Background: Polyclonal antithymocyte globulin (ATG) is widely used as an anti-T-cell agent for induction and treatment of acute cellular rejection in solid organ transplantation. The authors recently demonstrated that rabbit (r) ATG can be used in combination with plasmapheresis to effectively treat antibody-mediated renal allograft rejection. This observation suggested that rATG may have anti-B cell activity.
Methods: The authors tested the complement-independent, apoptosis-inducing properties of rATG on CD27- naive B cells, CD40 ligand-activated B cells, and plasma cells in vitro by annexin V staining, subdiploid DNA content, caspase activation, and loss of mitochondrial membrane polarity. Potential surface targets for rATG were assayed by competitive inhibition of monoclonal antibody binding.

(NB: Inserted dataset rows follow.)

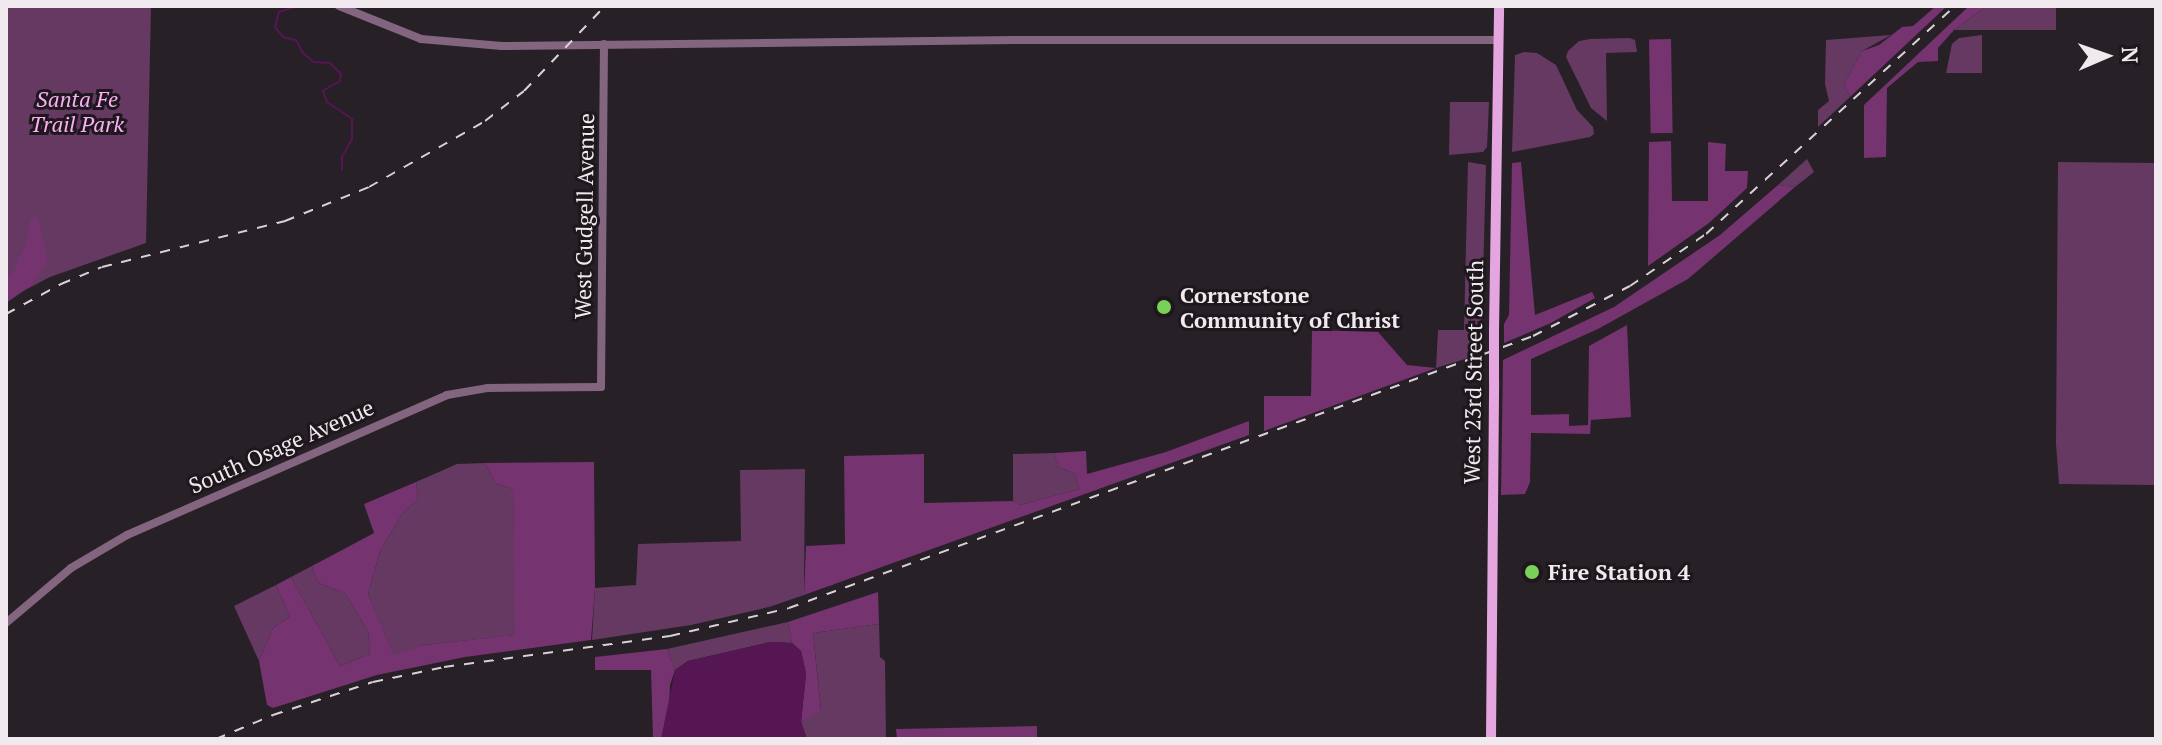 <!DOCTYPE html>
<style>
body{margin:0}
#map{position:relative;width:2162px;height:745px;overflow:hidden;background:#282027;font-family:"PT Serif",serif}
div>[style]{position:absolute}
.green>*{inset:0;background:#653961}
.forest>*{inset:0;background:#753370;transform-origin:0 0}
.water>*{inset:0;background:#561553}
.stream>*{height:2px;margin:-1px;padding:0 1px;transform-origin:1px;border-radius:1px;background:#561553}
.tertiary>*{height:8px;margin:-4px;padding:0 4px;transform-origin:4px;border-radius:4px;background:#836580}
.primary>*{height:10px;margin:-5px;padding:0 5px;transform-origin:5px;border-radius:5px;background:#e5a6df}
.rail>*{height:2px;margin-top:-1px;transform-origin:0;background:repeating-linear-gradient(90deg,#d8d1d7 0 10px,transparent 0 20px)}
.primary-bridge>*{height:10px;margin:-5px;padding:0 5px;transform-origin:5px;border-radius:5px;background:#e5a6df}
.dots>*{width:22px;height:22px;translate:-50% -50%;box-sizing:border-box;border:4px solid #1e171d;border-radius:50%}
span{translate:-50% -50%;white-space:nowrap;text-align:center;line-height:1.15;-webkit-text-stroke:6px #1e171d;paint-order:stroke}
.park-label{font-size:22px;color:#faaff2;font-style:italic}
.street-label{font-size:22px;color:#f0eaef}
.poi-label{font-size:22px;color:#f0eaef;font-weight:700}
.left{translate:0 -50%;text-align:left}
.frame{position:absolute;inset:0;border:8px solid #f0eaef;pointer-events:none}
.north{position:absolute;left:2066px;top:16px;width:80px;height:80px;-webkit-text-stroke:6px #1e171d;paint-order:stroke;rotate:88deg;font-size:22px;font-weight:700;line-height:32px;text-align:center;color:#f0eaef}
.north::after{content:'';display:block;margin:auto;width:28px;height:36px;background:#f0eaef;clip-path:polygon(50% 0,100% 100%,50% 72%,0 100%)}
</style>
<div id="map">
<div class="green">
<i style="clip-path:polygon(6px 6px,151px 6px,146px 243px,50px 277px,6px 300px)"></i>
<i style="clip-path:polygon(1987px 6px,2056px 6px,2056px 30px,1954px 30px)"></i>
<i style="clip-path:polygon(1891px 35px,1862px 51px,1844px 85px,1850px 97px,1818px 127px,1818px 110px,1829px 101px,1825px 84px,1826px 40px)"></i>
<i style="clip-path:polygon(1982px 35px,1982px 73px,1946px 73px,1952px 44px,1959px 38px)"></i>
<i style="clip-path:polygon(1630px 38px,1635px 40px,1637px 52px,1606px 53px,1607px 121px,1591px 108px,1566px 57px,1568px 51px,1579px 41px,1590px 39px)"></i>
<i style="clip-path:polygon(1524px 52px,1537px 53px,1556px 65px,1577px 110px,1593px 127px,1594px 134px,1590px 137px,1512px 152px,1515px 55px)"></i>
<i style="clip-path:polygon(1450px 102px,1489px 102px,1487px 147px,1483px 152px,1449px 155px)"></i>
<i style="clip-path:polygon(1807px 159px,1814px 172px,1795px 187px,1778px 185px)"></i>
<i style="clip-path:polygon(1468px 162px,1486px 165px,1481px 354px,1436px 368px,1438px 330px,1464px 330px)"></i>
<i style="clip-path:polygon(2058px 162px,2156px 163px,2156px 485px,2059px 484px,2056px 444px)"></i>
<i style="clip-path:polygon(1054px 453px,1059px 467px,1075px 474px,1079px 489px,1020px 505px,1013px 501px,1013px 454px)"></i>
<i style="clip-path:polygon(485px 463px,495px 483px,513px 489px,516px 635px,423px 645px,394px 656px,368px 594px,380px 551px,404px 511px,418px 500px,416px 482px,457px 464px)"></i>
<i style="clip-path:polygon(805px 469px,804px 595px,769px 607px,691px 625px,592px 640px,595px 588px,636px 585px,638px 544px,741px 541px,740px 470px)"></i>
<i style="clip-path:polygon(312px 566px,318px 583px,345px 593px,368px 631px,370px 654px,340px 666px,291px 577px)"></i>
<i style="clip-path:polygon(276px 585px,290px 617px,273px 628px,259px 661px,234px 606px)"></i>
<i style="clip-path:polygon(788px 622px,792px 643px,770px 642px,688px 661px,675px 670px,667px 649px)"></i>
<i style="clip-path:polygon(879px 624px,880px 657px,885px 661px,886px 739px,807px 739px,801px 722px,821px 710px,813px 633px)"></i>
</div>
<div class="forest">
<i style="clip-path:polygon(1936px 6px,1947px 6px,1850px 97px,1844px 85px,1862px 51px,1879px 45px,1902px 27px,1913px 26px)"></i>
<i style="clip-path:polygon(1969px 6px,1987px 6px,1954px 30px,1938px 48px,1938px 61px,1918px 62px,1887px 88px,1886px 157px,1864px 158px,1864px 105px)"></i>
<i style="left:1671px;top:39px;width:94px;height:22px;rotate:89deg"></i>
<i style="clip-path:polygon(1671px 141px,1672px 201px,1708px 201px,1708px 142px,1726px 144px,1725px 171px,1748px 171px,1747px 188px,1709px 223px,1648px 266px,1649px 142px)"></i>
<i style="clip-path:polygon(1521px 162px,1535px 315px,1592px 292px,1595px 298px,1551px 323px,1504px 343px,1504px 324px,1509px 315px,1512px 163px)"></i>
<i style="clip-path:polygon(1778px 185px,1795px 187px,1688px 279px,1598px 329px,1531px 359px,1531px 415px,1569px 414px,1569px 426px,1588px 425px,1589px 346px,1627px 325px,1631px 417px,1591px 420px,1590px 434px,1531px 433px,1530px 482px,1525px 494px,1501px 495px,1503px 360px,1614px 307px,1720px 235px)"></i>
<i style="clip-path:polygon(38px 217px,48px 261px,32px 285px,6px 303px,6px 277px,13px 272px,27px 241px,30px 219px)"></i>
<i style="clip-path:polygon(1312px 330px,1378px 332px,1407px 365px,1436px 368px,1264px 431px,1264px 396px,1311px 396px)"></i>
<i style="clip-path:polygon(1249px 421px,1249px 435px,804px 595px,806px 546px,845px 544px,844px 456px,924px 454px,924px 503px,1013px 501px,1020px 505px,1079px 489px,1075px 474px,1059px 467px,1054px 453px,1086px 451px,1087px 474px,1166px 452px)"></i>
<i style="clip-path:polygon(594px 462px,595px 588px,591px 640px,465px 657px,377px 675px,273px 708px,267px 705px,259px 661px,273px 628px,290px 617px,276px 585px,291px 577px,340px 666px,370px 654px,368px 631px,345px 593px,318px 583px,312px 566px,374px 533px,364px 504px,416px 482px,418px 500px,404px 511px,380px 551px,368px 594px,394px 655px,423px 645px,515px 635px,513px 489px,495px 483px,485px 463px)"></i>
<i style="clip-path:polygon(878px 592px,879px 624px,813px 633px,821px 711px,801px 722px,806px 674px,801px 651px,792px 643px,788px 622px)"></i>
<i style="clip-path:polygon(667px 649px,675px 670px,670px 685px,669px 709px,661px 739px,653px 739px,651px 670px,595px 670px,595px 657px)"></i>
<i style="clip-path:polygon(1037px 726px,1037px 739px,897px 739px,896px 729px)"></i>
</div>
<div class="water">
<i style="clip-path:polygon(770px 642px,792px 643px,801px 651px,806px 674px,801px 722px,807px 739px,661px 739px,675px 670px,688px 661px)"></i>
</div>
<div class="stream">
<i style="left:295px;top:7px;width:17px;rotate:163deg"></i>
<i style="left:279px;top:12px;width:16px;rotate:105deg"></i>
<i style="left:275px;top:27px;width:13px;rotate:51deg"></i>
<i style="left:283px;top:37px;width:13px;rotate:13deg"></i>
<i style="left:296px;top:40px;width:15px;rotate:62deg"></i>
<i style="left:303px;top:53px;width:14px;rotate:39deg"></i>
<i style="left:314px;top:62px;width:16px;rotate:4deg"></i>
<i style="left:330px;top:63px;width:16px;rotate:45deg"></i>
<i style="left:341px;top:74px;width:7px;rotate:98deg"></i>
<i style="left:340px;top:81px;width:20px;rotate:150deg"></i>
<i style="left:323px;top:91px;width:12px;rotate:70deg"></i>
<i style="left:327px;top:102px;width:30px;rotate:34deg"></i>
<i style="left:352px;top:119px;width:20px;rotate:90deg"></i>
<i style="left:352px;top:139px;width:21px;rotate:119deg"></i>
<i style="left:342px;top:157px;width:13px;rotate:90deg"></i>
</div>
<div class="tertiary">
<i style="left:339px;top:6px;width:88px;rotate:21.9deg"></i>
<i style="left:421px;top:39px;width:81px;rotate:4.9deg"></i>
<i style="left:502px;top:46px;width:513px;rotate:-0.67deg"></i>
<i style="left:1015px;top:40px;width:484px"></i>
<i style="left:6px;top:623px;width:85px;rotate:-40.2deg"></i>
<i style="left:71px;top:568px;width:65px;rotate:-30.5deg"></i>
<i style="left:127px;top:535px;width:349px;rotate:-23.6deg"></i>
<i style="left:447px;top:395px;width:42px;rotate:-9.7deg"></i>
<i style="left:488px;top:388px;width:113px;rotate:-0.5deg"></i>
<i style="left:601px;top:387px;width:343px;rotate:-89.5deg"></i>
</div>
<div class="primary">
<i style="left:1494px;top:331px;width:325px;rotate:-89.1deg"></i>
<i style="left:1491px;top:739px;width:358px;rotate:-89.5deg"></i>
</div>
<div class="rail">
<i style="left:6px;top:314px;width:63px;rotate:-28.6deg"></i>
<i style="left:61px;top:284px;width:44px;rotate:-22.5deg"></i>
<i style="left:102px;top:267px;width:189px;rotate:-14.1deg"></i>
<i style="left:285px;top:221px;width:91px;rotate:-22deg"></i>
<i style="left:369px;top:187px;width:133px;rotate:-29.6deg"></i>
<i style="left:485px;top:121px;width:49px;rotate:-37.6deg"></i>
<i style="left:524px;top:91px;width:117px;rotate:-46.4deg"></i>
<i style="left:216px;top:739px;width:62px;rotate:-22.8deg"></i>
<i style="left:273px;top:715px;width:105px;rotate:-18.3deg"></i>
<i style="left:373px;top:682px;width:73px;rotate:-11.9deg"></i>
<i style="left:444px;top:667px;width:228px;rotate:-7.8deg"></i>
<i style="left:670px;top:636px;width:122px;rotate:-13.2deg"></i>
<i style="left:789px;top:608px;width:792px;rotate:-20.08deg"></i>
<i style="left:1533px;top:336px;width:109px;rotate:-27.3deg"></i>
<i style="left:1630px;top:286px;width:92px;rotate:-34.4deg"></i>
<i style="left:1706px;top:234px;width:338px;rotate:-42.5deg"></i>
</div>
<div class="primary-bridge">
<i style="left:1494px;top:381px;width:50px;rotate:-90deg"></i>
</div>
<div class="dots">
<i style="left:1164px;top:307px;background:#7ad157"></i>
<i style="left:1532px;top:572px;background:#7ad157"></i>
</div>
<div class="park-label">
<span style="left:77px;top:111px">Santa Fe<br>Trail Park</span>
</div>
<div class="street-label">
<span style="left:584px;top:216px;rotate:-89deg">West Gudgell Avenue</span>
<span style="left:1473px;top:372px;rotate:-89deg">West 23rd Street South</span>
<span style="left:281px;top:446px;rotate:-24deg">South Osage Avenue</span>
</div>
<div class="poi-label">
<span class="left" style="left:1180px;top:307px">Cornerstone<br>Community of Christ</span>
<span class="left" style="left:1548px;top:572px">Fire Station 4</span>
</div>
<div class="frame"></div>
<div class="north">N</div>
</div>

Results: Rabbit ATG strongly induced apoptosis in vitro against naive, activated B cells and bone marrow resident plasma cells at clinically relevant concentrations (1-100 ng/mL). The authors found rATG activity against numerous B-cell surface proteins and observed that crosslinking of CD30, CD38, CD95, CD80, and HLA-DR likely accounts for this activity. F(ab)2 fragments of rATG showed 90% of the activity of the intact molecule, suggesting participation of the Fc fragment. Inhibition of caspase- and cathepsin-dependent apoptotic pathways partially inhibits rATG-induced B-cell apoptosis. Immunohistochemical staining of pediatric thymi demonstrated the presence of CD20+ B cells and CD138+ plasma cells within the thymic parenchyma, which accounts for the anti-B-cell activity in rATG.
Conclusions: Polyclonal rATG induces complement-independent apoptosis of naive, activated, and plasma B cells. This effect appears to involve the caspase- and cathepsin-mediated apoptosis pathways.